Adventitious Reflections


The warm sunny morning air is filled with buzzing as I stride purposefully towards the distant coffee pot; not the friendly buzzing of insects but the continuous monotone of leaf-blower engines reminding me that the end of the year is nigh. This is a theme taken up by Time magazine and other publications who are already reviewing the year. I’m not ready for anything so grave as the death of the decade just yet. After all, I’m just getting around to thinking about getting ready for the Christmas Holidays. To review the Year rushes me headlong into New Year Resolutions. That is heavy-duty contemplation when I’m in between the overindulgences of Thanksgiving and Christmas.

The spirit of the Season is out there though. Our Heron and our Egret were in the same pond sub-division to eat breakfast in shared real estate. Even more remarkable was the presence of a goose on the three-bird log with two cormorant buddies.

Two large wire-mesh cages by the infall to the East pond strike a dissonant note. No bait or open entrance was apparent, and the only furnishing was a large bare log in each. Have these pond jail cells been set up ready for inebriated nutria or beavers who have been disturbing the peace when returning home from raves run by Parties on the Ponds?

Pond Life and Skimmers


I have pondered over this watery conundrum for the past few days: ‘why has the level on the ponds dropped by at least twelve inches when the river has risen by about eighteen?’ Some of the outer sections have become isolated, as mud banks have been uncovered. One isolated sub-pond was so isolated that it had just one mallard drake with two ducks; I wish him luck with that marital arrangement.

On a different topic, my e-mail turned up with some excitement this morning. My electronic voting form for the ALCS arrived. I hadn’t received any checks lately and so had forgotten that I was a member. Checks are a wonderful ‘aide de memoire’. Maybe this is why my short-term memory isn’t what it used to be – I think.

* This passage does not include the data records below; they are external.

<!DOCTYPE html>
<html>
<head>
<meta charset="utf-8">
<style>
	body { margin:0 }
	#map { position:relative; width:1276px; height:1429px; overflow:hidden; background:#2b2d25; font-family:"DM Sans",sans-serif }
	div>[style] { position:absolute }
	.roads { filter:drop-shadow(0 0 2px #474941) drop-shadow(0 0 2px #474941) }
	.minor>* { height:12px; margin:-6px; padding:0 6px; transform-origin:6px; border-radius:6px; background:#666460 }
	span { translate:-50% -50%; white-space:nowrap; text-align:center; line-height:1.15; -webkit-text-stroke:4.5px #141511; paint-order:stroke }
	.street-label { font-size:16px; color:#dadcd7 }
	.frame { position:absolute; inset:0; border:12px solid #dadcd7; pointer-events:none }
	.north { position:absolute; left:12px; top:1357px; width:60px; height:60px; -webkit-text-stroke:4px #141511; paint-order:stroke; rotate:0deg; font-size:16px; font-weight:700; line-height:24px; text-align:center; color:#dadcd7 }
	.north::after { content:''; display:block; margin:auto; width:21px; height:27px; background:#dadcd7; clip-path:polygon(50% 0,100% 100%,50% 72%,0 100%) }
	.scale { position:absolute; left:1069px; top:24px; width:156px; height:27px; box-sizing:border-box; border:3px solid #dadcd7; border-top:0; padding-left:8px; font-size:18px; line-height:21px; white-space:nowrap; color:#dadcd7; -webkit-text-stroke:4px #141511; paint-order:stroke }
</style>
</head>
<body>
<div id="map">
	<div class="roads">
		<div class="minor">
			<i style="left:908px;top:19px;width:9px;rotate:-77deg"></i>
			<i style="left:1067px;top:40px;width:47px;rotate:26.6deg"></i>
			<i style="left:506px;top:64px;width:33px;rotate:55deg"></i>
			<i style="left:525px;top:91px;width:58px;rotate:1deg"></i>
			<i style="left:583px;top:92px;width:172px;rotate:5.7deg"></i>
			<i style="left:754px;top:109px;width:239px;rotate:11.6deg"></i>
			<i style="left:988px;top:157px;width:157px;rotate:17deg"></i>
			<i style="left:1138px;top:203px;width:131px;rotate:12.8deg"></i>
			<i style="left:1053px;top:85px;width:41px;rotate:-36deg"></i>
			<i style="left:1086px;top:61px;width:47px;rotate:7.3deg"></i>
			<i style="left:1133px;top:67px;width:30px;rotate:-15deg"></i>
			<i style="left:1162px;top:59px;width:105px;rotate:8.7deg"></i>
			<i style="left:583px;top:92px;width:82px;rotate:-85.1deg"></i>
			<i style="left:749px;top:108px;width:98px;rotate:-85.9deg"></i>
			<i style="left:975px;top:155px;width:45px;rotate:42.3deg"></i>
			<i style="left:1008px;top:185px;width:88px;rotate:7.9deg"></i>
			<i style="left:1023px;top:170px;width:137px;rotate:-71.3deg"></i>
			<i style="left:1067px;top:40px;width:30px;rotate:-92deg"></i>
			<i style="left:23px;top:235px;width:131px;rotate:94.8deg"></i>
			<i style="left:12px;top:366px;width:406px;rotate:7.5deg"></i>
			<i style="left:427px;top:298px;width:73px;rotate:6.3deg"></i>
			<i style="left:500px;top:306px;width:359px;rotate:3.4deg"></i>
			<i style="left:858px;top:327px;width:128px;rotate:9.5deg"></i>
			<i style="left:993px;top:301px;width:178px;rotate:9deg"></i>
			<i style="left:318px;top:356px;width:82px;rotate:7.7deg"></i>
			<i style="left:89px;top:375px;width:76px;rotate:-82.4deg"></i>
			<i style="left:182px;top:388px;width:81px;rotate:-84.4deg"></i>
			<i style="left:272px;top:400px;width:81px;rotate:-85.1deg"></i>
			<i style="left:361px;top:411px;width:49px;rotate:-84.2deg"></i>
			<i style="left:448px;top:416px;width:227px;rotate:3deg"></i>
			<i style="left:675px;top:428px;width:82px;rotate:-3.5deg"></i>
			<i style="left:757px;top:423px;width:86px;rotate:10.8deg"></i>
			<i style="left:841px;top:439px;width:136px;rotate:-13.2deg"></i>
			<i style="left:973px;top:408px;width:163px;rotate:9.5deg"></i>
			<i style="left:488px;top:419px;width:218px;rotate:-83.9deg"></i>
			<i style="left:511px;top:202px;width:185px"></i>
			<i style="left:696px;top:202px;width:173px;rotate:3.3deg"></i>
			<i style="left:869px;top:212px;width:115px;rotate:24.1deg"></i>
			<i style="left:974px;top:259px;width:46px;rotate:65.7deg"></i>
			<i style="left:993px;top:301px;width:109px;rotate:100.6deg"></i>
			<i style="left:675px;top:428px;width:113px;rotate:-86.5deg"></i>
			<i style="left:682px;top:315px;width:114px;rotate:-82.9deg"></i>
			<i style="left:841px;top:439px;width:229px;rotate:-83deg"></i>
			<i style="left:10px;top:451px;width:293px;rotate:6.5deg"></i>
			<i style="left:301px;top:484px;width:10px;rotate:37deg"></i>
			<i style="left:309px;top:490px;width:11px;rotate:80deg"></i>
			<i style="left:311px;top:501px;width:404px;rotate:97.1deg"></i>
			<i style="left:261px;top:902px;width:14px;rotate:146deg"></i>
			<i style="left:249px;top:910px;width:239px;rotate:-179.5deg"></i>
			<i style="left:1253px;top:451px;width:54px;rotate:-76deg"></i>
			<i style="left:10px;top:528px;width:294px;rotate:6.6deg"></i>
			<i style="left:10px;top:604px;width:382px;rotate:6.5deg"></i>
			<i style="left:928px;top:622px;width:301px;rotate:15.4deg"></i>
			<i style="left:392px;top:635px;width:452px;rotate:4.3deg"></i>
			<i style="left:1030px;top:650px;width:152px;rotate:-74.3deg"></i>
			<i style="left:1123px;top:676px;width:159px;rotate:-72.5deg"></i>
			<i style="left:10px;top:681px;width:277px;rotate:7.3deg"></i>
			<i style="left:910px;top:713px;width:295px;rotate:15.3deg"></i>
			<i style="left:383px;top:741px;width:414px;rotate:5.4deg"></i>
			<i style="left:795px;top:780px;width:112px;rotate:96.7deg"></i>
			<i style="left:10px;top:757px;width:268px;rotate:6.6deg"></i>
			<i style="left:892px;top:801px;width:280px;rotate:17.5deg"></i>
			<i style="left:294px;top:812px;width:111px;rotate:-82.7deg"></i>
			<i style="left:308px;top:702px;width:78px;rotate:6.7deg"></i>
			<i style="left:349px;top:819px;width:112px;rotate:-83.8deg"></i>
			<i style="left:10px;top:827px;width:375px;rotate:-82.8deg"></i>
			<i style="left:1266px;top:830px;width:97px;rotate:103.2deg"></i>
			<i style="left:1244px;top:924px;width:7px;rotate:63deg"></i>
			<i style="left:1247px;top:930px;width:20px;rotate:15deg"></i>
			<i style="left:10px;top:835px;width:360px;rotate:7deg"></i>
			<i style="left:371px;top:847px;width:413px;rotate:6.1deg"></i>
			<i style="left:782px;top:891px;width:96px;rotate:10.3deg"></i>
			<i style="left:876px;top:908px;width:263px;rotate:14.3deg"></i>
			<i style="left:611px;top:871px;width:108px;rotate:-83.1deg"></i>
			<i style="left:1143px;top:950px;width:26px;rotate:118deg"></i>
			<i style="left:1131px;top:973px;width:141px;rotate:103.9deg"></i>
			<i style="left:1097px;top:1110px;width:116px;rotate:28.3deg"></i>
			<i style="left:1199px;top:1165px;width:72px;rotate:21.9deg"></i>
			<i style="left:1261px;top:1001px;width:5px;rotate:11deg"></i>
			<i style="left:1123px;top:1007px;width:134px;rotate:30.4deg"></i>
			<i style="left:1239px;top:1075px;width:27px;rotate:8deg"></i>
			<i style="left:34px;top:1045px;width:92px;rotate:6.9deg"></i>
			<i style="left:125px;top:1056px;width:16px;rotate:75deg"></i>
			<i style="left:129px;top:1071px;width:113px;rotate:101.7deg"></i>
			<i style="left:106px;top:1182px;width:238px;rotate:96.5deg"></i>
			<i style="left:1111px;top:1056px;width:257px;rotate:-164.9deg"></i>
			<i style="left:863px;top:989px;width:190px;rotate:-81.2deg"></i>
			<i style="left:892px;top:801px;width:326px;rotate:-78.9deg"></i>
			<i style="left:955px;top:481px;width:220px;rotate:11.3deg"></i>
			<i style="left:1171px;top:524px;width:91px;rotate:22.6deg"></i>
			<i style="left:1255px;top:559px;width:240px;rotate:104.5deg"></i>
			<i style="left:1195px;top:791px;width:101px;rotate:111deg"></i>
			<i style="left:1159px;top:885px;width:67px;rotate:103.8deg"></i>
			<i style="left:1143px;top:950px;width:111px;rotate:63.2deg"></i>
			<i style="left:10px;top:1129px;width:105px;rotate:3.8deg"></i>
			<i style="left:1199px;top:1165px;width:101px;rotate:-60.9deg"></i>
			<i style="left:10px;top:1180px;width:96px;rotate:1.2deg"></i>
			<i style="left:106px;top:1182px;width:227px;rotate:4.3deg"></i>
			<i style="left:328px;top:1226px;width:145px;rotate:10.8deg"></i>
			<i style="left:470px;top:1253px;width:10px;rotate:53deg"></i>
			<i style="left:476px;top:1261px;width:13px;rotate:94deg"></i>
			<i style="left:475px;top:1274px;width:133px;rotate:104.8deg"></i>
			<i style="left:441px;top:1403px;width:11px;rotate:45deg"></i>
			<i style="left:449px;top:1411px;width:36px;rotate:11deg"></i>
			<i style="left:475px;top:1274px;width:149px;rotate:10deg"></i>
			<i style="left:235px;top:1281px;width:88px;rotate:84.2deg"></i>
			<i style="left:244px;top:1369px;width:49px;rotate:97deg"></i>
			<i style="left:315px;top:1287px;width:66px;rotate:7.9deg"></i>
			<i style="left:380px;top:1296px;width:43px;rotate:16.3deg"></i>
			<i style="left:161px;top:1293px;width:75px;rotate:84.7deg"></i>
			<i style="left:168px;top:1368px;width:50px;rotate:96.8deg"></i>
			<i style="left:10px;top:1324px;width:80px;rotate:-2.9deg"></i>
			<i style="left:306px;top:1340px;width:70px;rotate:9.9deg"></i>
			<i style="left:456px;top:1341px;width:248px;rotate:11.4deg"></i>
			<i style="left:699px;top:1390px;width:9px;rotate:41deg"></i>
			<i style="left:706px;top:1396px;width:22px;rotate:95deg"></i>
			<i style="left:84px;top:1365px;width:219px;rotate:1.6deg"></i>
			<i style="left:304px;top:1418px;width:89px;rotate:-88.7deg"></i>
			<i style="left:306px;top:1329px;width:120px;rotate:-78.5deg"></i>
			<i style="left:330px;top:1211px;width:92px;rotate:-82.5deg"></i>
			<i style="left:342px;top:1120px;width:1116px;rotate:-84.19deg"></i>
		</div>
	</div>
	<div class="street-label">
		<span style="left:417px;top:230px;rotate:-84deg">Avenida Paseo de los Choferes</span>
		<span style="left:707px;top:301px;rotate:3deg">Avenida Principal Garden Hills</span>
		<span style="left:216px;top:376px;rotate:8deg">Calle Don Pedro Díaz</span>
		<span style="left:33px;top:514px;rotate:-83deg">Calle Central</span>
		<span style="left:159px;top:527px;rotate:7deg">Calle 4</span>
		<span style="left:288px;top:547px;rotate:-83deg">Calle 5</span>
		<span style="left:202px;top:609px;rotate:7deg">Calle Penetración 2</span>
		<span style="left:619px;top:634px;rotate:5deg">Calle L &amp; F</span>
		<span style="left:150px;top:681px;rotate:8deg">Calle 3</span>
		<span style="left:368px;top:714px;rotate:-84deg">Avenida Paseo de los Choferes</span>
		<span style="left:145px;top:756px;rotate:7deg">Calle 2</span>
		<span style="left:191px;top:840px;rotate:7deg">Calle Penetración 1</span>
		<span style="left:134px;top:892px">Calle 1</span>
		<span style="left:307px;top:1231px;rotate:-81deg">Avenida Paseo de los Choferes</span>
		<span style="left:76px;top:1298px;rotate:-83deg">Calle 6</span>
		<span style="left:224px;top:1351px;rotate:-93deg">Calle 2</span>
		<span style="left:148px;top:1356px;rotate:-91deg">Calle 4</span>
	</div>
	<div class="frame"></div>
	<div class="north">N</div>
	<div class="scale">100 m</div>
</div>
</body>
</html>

The Autumn ALCS News ( http://www.alcs.co.uk/news/the_shallows.html ) has an interesting preview of a Nicholas Carr book, ‘The Shallows’. I started to skim through Sanderson’s preview and had got my Kindle booting up and online to check if a Kindle edition was available, when I skimmed a section that was pointed out how even e-Readers encourage shallow reading. That stopped me. I realized that I had become a better skimmer than a pool–boy. These days I flit around the web gathering small nuggets lying in plain sight like an old time gold prospector.

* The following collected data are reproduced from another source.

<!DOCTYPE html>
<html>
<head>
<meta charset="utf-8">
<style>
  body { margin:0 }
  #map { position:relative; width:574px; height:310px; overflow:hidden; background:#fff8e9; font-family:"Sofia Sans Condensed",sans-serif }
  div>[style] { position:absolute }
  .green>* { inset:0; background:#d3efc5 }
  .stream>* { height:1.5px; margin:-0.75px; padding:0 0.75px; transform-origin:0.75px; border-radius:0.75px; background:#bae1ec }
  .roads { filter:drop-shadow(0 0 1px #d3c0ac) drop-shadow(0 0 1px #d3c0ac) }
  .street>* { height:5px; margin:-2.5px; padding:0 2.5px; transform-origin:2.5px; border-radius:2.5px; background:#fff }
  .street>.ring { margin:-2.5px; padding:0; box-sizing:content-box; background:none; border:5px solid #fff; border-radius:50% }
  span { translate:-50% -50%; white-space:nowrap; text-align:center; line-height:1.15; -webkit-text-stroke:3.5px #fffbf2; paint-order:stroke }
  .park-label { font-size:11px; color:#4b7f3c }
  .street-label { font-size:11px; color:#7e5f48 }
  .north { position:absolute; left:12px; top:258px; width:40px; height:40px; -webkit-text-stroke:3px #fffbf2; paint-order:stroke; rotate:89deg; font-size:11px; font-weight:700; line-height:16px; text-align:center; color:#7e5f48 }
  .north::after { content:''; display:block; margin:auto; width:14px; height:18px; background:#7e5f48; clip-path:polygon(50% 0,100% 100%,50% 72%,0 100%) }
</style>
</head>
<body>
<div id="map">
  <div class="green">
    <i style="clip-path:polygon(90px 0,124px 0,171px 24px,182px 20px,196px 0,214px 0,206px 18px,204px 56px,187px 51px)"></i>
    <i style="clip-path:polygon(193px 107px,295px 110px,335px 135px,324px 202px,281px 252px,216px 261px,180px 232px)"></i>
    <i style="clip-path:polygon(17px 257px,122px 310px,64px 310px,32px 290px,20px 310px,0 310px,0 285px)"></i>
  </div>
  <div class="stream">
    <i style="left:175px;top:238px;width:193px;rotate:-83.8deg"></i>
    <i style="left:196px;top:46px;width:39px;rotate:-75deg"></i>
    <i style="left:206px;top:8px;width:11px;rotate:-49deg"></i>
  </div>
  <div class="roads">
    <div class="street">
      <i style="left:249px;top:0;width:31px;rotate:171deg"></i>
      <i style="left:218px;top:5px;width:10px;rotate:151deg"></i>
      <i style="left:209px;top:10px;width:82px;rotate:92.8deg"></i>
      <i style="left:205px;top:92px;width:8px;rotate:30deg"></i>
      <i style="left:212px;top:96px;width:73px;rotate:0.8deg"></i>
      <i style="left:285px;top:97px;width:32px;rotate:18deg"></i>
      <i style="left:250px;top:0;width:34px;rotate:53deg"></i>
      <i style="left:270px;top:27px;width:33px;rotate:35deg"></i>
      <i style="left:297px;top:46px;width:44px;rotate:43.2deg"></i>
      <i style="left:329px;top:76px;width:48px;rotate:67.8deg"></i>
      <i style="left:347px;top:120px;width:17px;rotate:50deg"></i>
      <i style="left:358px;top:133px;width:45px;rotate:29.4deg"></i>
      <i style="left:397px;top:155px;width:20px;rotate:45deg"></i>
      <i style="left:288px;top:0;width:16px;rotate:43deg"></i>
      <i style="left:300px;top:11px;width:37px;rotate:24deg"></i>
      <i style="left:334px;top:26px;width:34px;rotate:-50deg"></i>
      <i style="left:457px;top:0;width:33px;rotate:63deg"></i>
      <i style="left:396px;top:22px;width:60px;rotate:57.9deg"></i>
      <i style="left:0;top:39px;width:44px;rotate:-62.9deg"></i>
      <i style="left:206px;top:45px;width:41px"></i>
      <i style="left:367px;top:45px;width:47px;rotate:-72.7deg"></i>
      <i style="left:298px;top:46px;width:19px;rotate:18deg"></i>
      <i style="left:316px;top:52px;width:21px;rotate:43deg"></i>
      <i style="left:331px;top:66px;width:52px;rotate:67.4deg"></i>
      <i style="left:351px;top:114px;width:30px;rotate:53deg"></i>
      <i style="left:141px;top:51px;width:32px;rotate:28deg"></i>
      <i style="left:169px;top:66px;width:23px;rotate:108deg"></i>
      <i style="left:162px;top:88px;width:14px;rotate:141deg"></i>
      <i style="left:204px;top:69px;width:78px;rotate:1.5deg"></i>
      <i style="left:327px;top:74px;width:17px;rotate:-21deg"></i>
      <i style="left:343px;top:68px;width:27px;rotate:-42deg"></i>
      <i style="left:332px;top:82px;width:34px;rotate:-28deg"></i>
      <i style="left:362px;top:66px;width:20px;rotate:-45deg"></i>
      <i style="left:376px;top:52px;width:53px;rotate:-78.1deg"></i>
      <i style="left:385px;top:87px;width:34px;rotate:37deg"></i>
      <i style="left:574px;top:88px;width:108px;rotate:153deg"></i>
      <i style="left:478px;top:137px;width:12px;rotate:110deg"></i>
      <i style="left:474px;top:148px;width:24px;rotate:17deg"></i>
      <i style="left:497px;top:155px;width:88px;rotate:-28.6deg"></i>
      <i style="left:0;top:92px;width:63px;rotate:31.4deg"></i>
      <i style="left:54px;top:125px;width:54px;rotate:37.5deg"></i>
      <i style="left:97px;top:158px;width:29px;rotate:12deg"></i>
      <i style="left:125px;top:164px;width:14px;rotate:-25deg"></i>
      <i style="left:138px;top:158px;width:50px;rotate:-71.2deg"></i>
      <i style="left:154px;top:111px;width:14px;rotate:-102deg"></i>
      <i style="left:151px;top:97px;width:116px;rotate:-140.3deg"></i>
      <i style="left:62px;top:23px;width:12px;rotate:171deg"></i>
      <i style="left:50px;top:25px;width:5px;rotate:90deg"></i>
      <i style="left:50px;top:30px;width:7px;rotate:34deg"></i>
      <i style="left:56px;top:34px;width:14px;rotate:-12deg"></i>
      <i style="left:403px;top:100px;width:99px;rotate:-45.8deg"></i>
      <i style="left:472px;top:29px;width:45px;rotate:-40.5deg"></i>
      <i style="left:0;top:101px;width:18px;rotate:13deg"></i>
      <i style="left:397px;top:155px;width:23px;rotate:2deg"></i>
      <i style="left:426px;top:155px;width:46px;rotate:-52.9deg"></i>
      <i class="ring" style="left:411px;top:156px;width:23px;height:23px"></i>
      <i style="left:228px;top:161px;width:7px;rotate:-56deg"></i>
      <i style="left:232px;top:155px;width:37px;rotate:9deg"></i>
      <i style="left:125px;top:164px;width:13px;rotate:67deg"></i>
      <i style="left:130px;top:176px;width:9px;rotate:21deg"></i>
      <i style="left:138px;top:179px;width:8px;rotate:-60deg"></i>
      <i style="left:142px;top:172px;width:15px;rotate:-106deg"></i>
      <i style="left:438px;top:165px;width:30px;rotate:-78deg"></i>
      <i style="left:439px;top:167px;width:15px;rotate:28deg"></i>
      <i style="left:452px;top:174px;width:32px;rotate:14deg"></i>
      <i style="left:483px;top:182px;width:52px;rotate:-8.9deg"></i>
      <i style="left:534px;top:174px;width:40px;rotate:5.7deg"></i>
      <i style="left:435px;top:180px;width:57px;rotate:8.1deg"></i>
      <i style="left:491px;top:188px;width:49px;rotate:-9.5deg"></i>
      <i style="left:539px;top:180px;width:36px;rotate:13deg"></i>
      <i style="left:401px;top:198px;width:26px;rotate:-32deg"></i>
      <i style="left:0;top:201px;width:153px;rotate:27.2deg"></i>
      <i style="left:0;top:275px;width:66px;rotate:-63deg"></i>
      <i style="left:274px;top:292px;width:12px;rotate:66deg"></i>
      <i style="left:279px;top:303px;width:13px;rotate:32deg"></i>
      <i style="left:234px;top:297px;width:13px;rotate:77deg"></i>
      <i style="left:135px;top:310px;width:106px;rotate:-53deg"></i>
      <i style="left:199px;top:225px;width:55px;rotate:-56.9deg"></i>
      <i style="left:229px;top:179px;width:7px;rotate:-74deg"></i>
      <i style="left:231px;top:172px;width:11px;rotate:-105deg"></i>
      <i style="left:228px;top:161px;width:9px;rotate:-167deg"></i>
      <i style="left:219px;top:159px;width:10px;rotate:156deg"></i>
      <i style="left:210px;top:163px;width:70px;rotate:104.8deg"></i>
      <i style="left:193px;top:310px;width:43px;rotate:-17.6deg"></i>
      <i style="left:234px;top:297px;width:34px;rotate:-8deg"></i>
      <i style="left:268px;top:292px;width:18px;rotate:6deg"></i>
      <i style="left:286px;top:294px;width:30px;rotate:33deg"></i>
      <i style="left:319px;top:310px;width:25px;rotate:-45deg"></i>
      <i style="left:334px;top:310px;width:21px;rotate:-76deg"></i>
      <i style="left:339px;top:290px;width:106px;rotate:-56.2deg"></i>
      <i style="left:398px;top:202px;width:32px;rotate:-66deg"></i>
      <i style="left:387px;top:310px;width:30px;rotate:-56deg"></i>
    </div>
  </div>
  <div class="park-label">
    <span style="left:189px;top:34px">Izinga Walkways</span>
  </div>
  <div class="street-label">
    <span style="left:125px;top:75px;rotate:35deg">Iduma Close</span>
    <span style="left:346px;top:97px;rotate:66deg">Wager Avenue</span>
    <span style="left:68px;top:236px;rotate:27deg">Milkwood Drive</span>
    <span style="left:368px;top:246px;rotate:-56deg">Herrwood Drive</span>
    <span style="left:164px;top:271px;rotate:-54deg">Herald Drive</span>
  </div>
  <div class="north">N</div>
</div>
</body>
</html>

Remorse took over and I went back to the start of the preview and read ‘properly’ so that, as my high school teachers used to say, ‘read, study and inwardly digest’. I’m not sure that I’d got to the ‘digesting’ stage when, although I sympathized totally with the concept that our work should be carefully and completely read, I began to think that the phenomenon of skimming started way before the Great Digital Era.

‘Speedreading’ was just for busy CEOs when I grew up, so I will ignore that as an odd gene mutation required to become a captain of industry. More pertinent, I read my first ‘Reader’s Digest Condensed Book’ too many years ago to count reliably. Even longer ago, I can remember getting condensed classics in school deemed to be suitable for 10 – 12 year-olds. Many of these, I haven’t felt the need to read in full unexpurgated form to date. I had better not mention the movies as this is inevitably skimming ‘par excellence’.

Skimming has clearly been going on for some time. But it is interesting to think of this in terms of the advice that we read in instructional tomes on the craft. I will leave you with one quote from Arthur Quiller-Couch given in Roy Clark’s ‘Writing Tools’ (Little, Brown & Co, 2008) – ‘Murder your darlings’.